Rien de moins anodin que cette invitation faite par Nicolas Sarkozy à François Hollande de partager avec lui la cérémonie de la victoire de la démocratie sur le nazisme. Rien de plus républicain que de donner tous les signes d'une normalité de l'alternance.
Dieu que la République peut être belle lorsque les adversaires d'hier rengainent l'épée pour un temps et signalent par ce geste à la Nation que l'essentiel peut les réunir. Ils sont rares ces instants dans la vie d'un pays qui a la tripe politique et qui vénère le conflit, pour bouder le plaisir qu'ils nous procurent.
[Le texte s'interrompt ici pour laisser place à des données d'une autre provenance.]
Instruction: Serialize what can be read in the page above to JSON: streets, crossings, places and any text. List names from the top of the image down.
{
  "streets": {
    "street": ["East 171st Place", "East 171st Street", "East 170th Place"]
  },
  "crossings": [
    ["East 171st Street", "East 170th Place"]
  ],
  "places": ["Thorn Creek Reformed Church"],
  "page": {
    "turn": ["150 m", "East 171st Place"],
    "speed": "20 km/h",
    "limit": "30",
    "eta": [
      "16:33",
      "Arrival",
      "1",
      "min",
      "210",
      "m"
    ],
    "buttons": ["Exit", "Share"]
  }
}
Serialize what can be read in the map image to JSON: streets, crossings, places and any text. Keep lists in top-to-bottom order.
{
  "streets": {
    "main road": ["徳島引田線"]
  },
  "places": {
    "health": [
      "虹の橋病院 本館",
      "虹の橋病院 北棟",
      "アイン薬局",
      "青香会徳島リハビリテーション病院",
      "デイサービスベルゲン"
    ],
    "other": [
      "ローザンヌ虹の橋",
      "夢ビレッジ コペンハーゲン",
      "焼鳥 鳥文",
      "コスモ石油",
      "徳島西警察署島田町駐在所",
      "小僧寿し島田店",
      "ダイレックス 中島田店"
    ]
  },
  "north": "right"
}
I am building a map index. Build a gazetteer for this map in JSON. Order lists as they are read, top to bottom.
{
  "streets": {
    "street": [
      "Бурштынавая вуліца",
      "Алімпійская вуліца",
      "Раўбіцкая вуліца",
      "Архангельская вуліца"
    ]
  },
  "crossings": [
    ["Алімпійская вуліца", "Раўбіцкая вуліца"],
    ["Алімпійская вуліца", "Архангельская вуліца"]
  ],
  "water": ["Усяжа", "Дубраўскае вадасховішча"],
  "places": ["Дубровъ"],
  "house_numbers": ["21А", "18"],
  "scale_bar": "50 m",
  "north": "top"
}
Ce 8 mai 2012 restera comme un moment magique. Hors du temps. Unique et singulier. À savourer car ce qui est à venir sera plutôt rugueux.
La République est un idéal très français, parce qu'elle est née d'un combat qui a duré plus d'un siècle contre la monarchie.
Mais de la monarchie, elle a gardé le goût d'une gestuelle qui donne au pouvoir des attributs, des cérémonies, des repères temporels qui confèrent à son existence une religiosité étrangère aux autres régimes républicains à travers le monde. Le 14 Juillet, le 11 Novembre, le 8 Mai sont à ce compte-là des repères qui font sens. Qui fédèrent. Qui singularisent la France. Qui assurent la continuité de l'État républicain. Souvenons-nous de ces étudiants et lycéens qui le 11 novembre 1940 manifestent et créent le premier acte public de résistance après la défaite de juin.
François Hollande a affirmé tout au long de la campagne qu'il voulait être le Président du rassemblement. Nicolas Sarkozy lui a offert l'occasion - et lui-même en acceptant son invitation - de confronter dans son premier acte public cette volonté. Tout a séparé ces deux hommes depuis des décennies. Leur tempérament. Leur philosophie personnelle. Leur orientation politique. Leur histoire humaine. Seule la République, par sa magie fédératrice, par ses ornements cérémoniels, a été capable de les réunir un instant. Il y a plus grand que les hommes, ce sont les grandes institutions qu'ils ont bâties.